Targeting the classical pathway
Potential targets specific for the CP are either the pattern recognition
molecule C1q or the serine proteases C1r and C1s. Antibodies against C1q
have been generated by Annexon, either as a complete mAb (ANX005) or as
a Fab fragment (ANX009) both of which have completed Phase 1b trials for
Guillain-Barre Syndrome (GBS) or glaucoma showing full inhibition of the
CP activation. The FDA has granted ANX005 Fast Track and Orphan drug
designation for the treatment of GBS. Antibodies are also available that
are directed against C1s. Based on the mouse antibody TNT003(Shi et al.,
2014) the Sanofi subsidiary Bioverativ has developed (a Sanofi company)
the humanized antibody sutimlimab (TNT009) that is currently tested in a
phase III trial for cold agglutinin disease (CAD), a subtype of
autoimmune hemolytic anemia (AIHA) and in a phase I trial for idiopathic
thrombocytopenic purpura. In a small cohort of 10 patients suffering
from CAD, sutimlimab was found to be safe, well-tolerated and rapidly
stopped CP-mediated hemolysis (Jager et al., 2019). In December 2019,
Sanofi has reported first results from the phase III trial showing that
sutimlimab inhibited hemolysis and improved anemia and fatigue in CAD
patients shortly after treatment(Medicine, 2019). Finally, plasma
protease C1 inhibitor (C1INH) controls the activity of C1s and has been
on the market for more than 20 years for the treatment of hereditary
angioedema. The problem with C1INH is that it is not only targeting C1s
but also proteases of the coagulation-, kinin- and fibrinolysis-pathways
(Levi, Cohn & Zeerleder, 2019). Thus, for selective and tailored
targeting of the CP C1INH is not on option.

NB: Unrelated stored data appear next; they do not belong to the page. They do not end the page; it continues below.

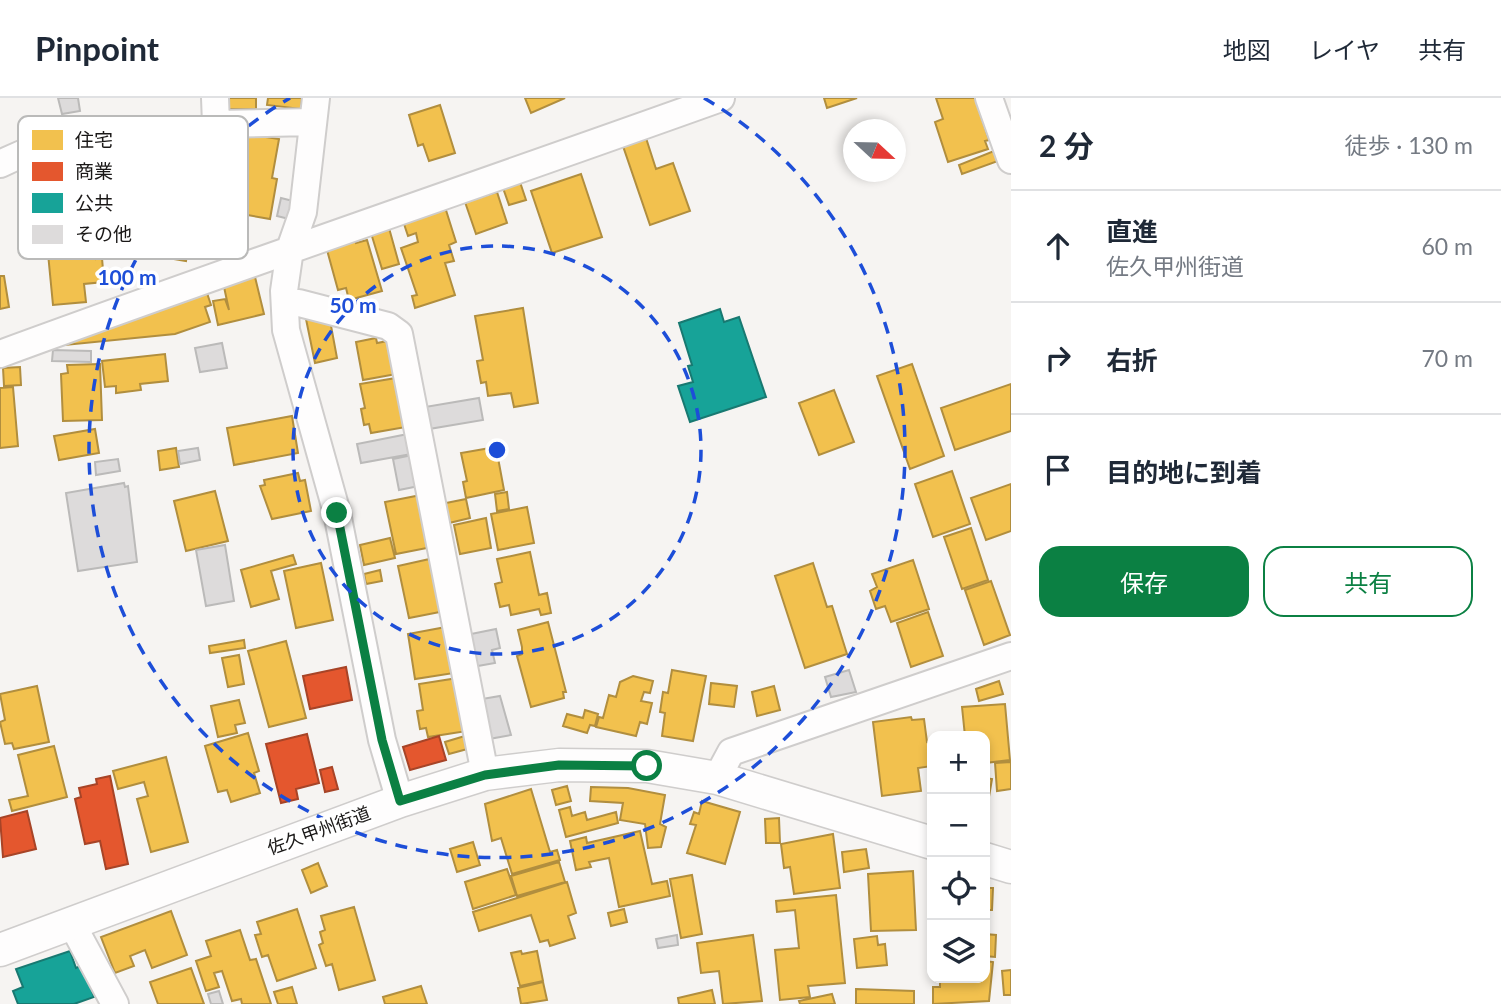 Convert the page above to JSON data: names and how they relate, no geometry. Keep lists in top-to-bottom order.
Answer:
{
  "streets": {
    "street": ["佐久甲州街道"]
  },
  "legend": [
    "住宅",
    "商業",
    "公共",
    "その他"
  ],
  "north": "right",
  "page": {
    "header": "Pinpoint",
    "nav": ["地図", "レイヤ", "共有"],
    "heading": ["2 分", "徒歩 · 130 m"],
    "list": [
      ["直進", "佐久甲州街道", "60 m"],
      ["右折", "70 m"],
      "目的地に到着"
    ],
    "buttons": ["保存", "共有"],
    "map_buttons": ["+", "−"]
  },
  "rings": ["100 m", "50 m"]
}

In summary, antibodies are available that specifically target the LP or
the CP and are already in Phase III trials. Given that both virus-driven
LP and adaptive immune response-mediated CP activation by virus-specific
IgG and IgM antibodies will activate the complement system (Figure 1),
it might be insufficient to target the LP only.